The role of entropy in discrete choice models
The role of entropy in discrete choice models, part 1: the logit case
January 5, 2026
Part of the blog “Math of Choice”, based on Alfred Galichon’s forthcoming book, Discrete Choice Models: Mathematical Methods, Econometrics, and Data Science, Princeton University Press, April 2026.
Welcome to the first installment of a blog series exploring the rich mathematical landscape of discrete choice analysis. This series aims to go beyond the standard econometric recipes to uncover structural, geometric, and interdisciplinary connections—spanning optimal transport, convex analysis, and information theory—that often remain hidden in traditional textbook treatments. Whether you are an economist, a data scientist, or a mathematician, these posts will offer complementary insights into the mechanics of choice.

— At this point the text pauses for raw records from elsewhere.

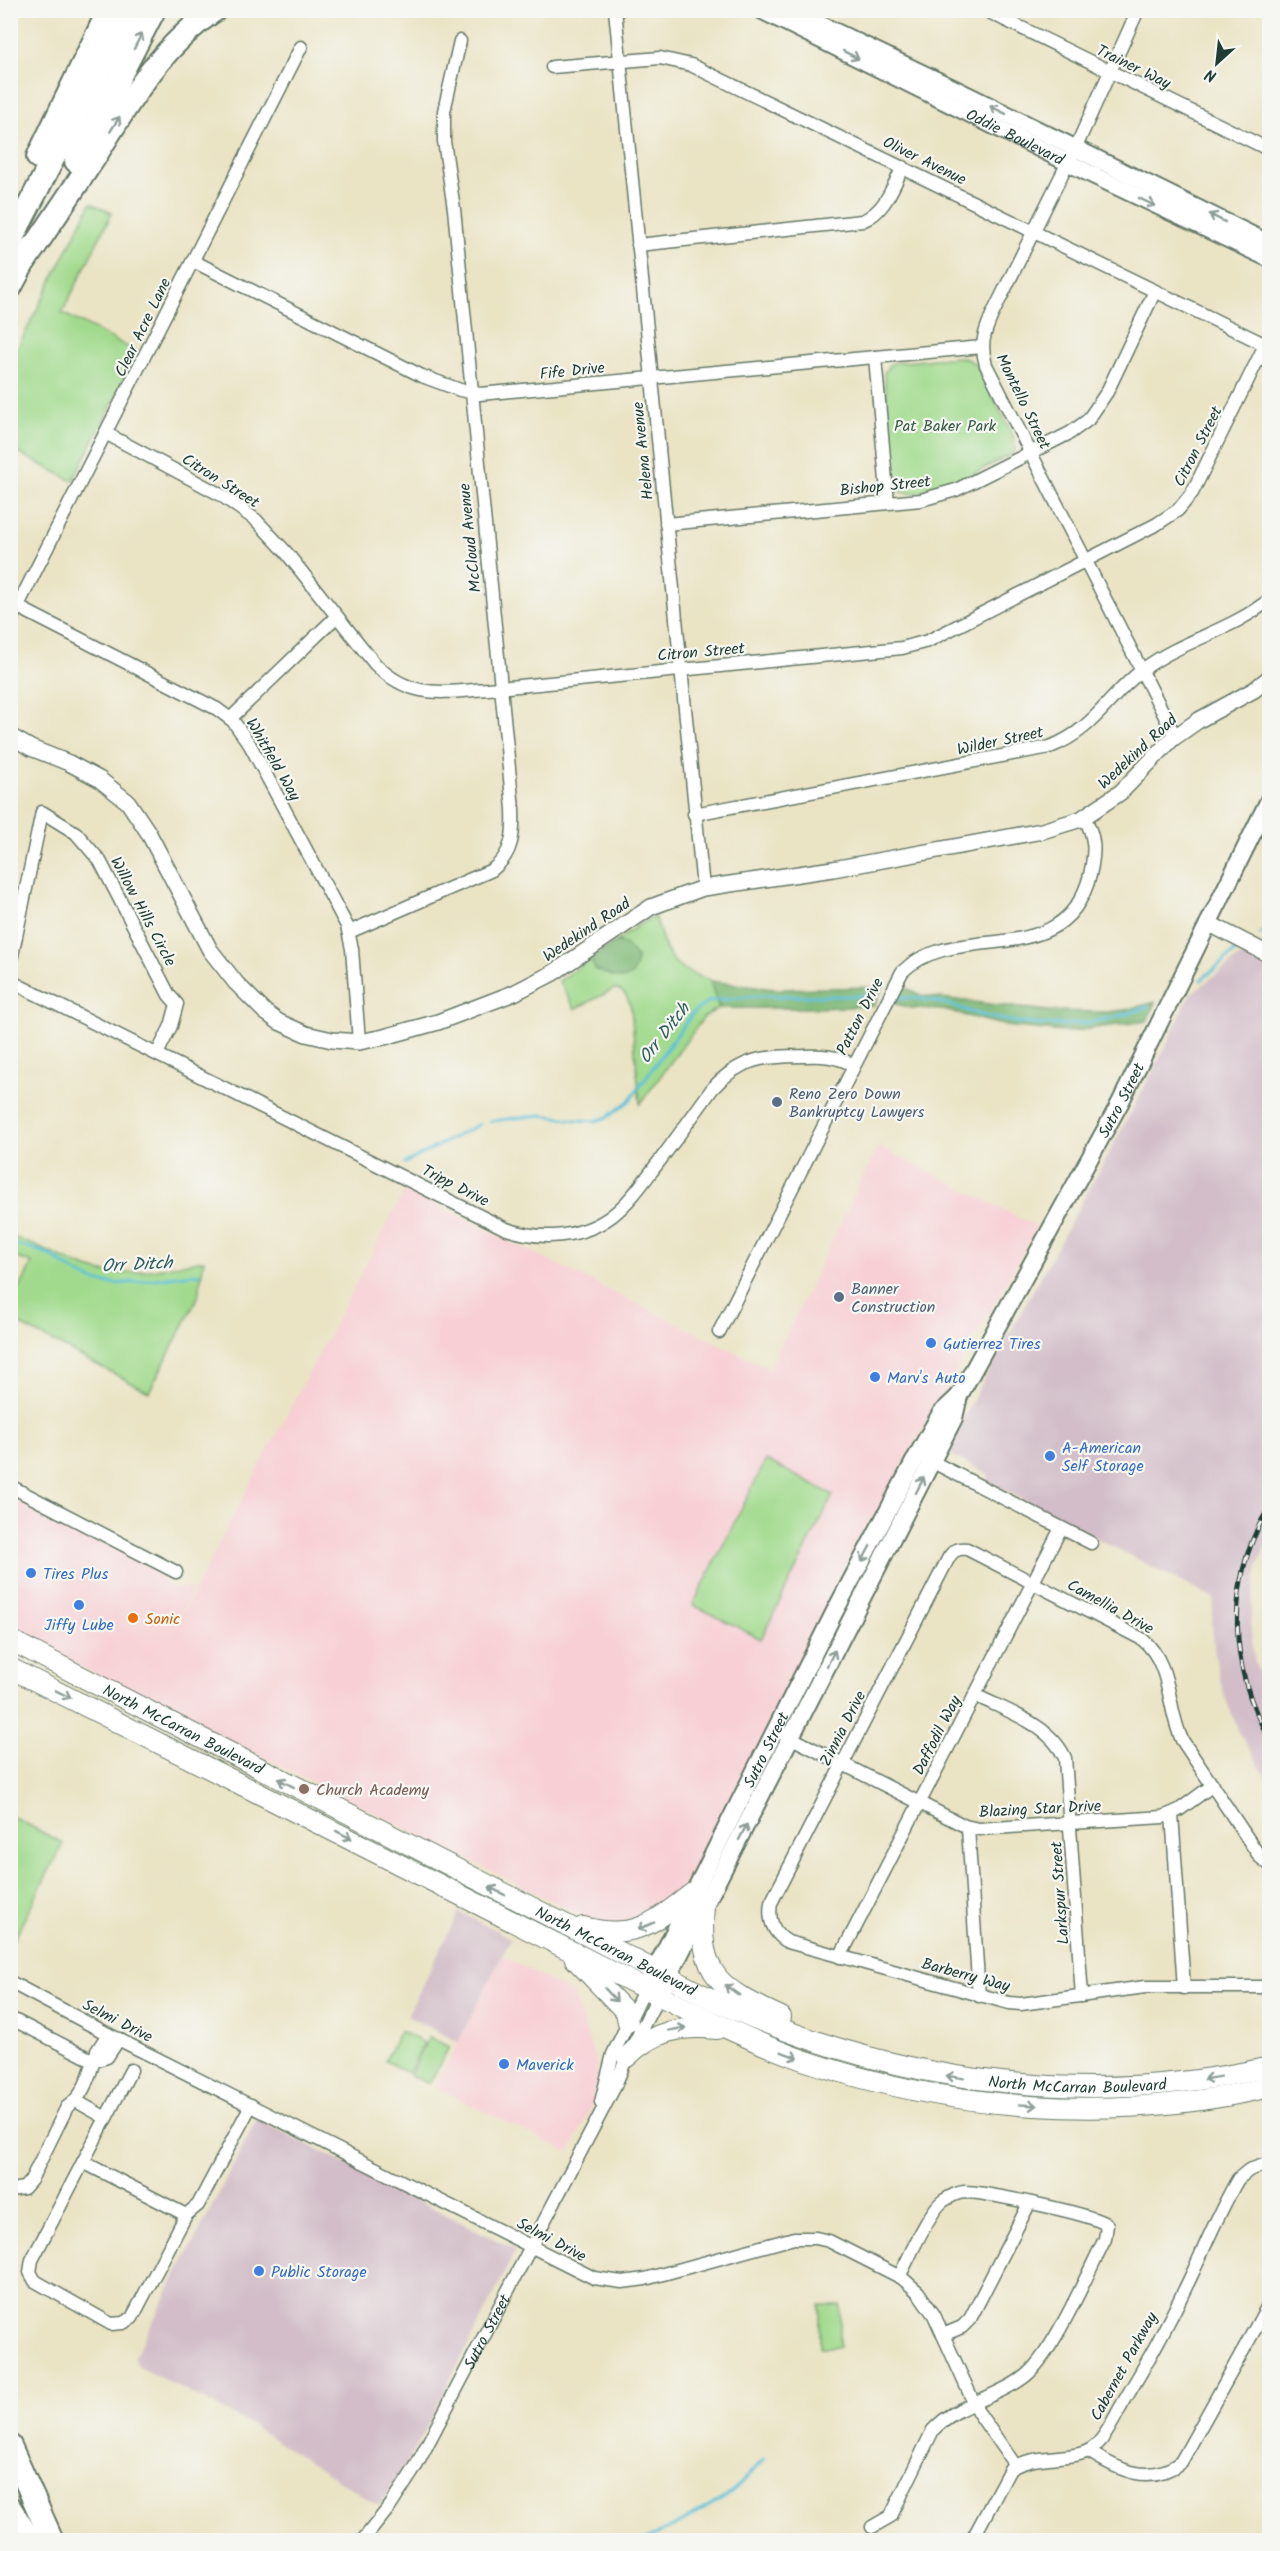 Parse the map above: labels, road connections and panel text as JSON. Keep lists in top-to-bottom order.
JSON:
{
  "streets": {
    "main road": ["Oddie Boulevard", "Sutro Street", "North McCarran Boulevard"],
    "street": [
      "Trainer Way",
      "Oliver Avenue",
      "Clear Acre Lane",
      "Fife Drive",
      "Montello Street",
      "Citron Street",
      "Helena Avenue",
      "Bishop Street",
      "McCloud Avenue",
      "Wilder Street",
      "Wedekind Road",
      "Whitfield Way",
      "Willow Hills Circle",
      "Patton Drive",
      "Tripp Drive",
      "Camellia Drive",
      "Zinnia Drive",
      "Daffodil Way",
      "Blazing Star Drive",
      "Larkspur Street",
      "Barberry Way",
      "Selmi Drive",
      "Cabernet Parkway"
    ]
  },
  "crossings": [
    ["Trainer Way", "Montello Street"],
    ["Oddie Boulevard", "Montello Street"],
    ["Oliver Avenue", "Montello Street"],
    ["Oliver Avenue", "Citron Street"],
    ["Oliver Avenue", "Helena Avenue"],
    ["Oliver Avenue", "Bishop Street"],
    ["Clear Acre Lane", "Fife Drive"],
    ["Clear Acre Lane", "Citron Street"],
    ["Clear Acre Lane", "Whitfield Way"],
    ["Fife Drive", "Montello Street"],
    ["Fife Drive", "Helena Avenue"],
    ["Fife Drive", "McCloud Avenue"],
    ["Montello Street", "Citron Street"],
    ["Montello Street", "Bishop Street"],
    ["Montello Street", "Wilder Street"],
    ["Montello Street", "Wedekind Road"],
    ["Citron Street", "Helena Avenue"],
    ["Citron Street", "McCloud Avenue"],
    ["Helena Avenue", "Bishop Street"],
    ["Helena Avenue", "Wilder Street"],
    ["Helena Avenue", "Wedekind Road"],
    ["McCloud Avenue", "Whitfield Way"],
    ["Wedekind Road", "Whitfield Way"],
    ["Wedekind Road", "Patton Drive"],
    ["Willow Hills Circle", "Tripp Drive"],
    ["Patton Drive", "Tripp Drive"],
    ["Sutro Street", "North McCarran Boulevard"],
    ["Sutro Street", "Blazing Star Drive"],
    ["Sutro Street", "Selmi Drive"],
    ["Camellia Drive", "Zinnia Drive"],
    ["Camellia Drive", "Daffodil Way"],
    ["Camellia Drive", "Blazing Star Drive"],
    ["Zinnia Drive", "Blazing Star Drive"],
    ["Zinnia Drive", "Barberry Way"],
    ["Daffodil Way", "Blazing Star Drive"],
    ["Daffodil Way", "Larkspur Street"],
    ["Daffodil Way", "Barberry Way"],
    ["Blazing Star Drive", "Larkspur Street"],
    ["Larkspur Street", "Barberry Way"]
  ],
  "water": ["Orr Ditch"],
  "parks": ["Pat Baker Park"],
  "places": [
    "Reno Zero Down Bankruptcy Lawyers",
    "Banner Construction",
    "Gutierrez Tires",
    "Marv's Auto",
    "A-American Self Storage",
    "Tires Plus",
    "Jiffy Lube",
    "Sonic",
    "Church Academy",
    "Maverick",
    "Public Storage"
  ],
  "north": "bottom left"
}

In this first blog post, we review the basics of random utility models with a focus on the logit model, and demonstrate the role played by entropy.
Basics of random utility models
In a random utility model, a consumer \(i\) chooses one option \(y\) from a set of alternatives \([Y] = \{1, \dots, Y\}\). The utility that consumer \(i\) derives from option \(y\) is defined as:
$$ U_{iy} = U_y + \varepsilon_{iy},$$
where \(U_y\) is the systematic utility—the part of utility based on observable attributes that is common to all consumers, and \(\varepsilon_{iy}\) is the random utility—an individual-specific random shock, drawn from a known probability distribution \(\mathcal P\). While the econometrician only sees the aggregate outcome (the “macro level”), the individual knows their specific \(\varepsilon_{iy}\) term (the “micro level”) and acts rationally to maximize their own utility.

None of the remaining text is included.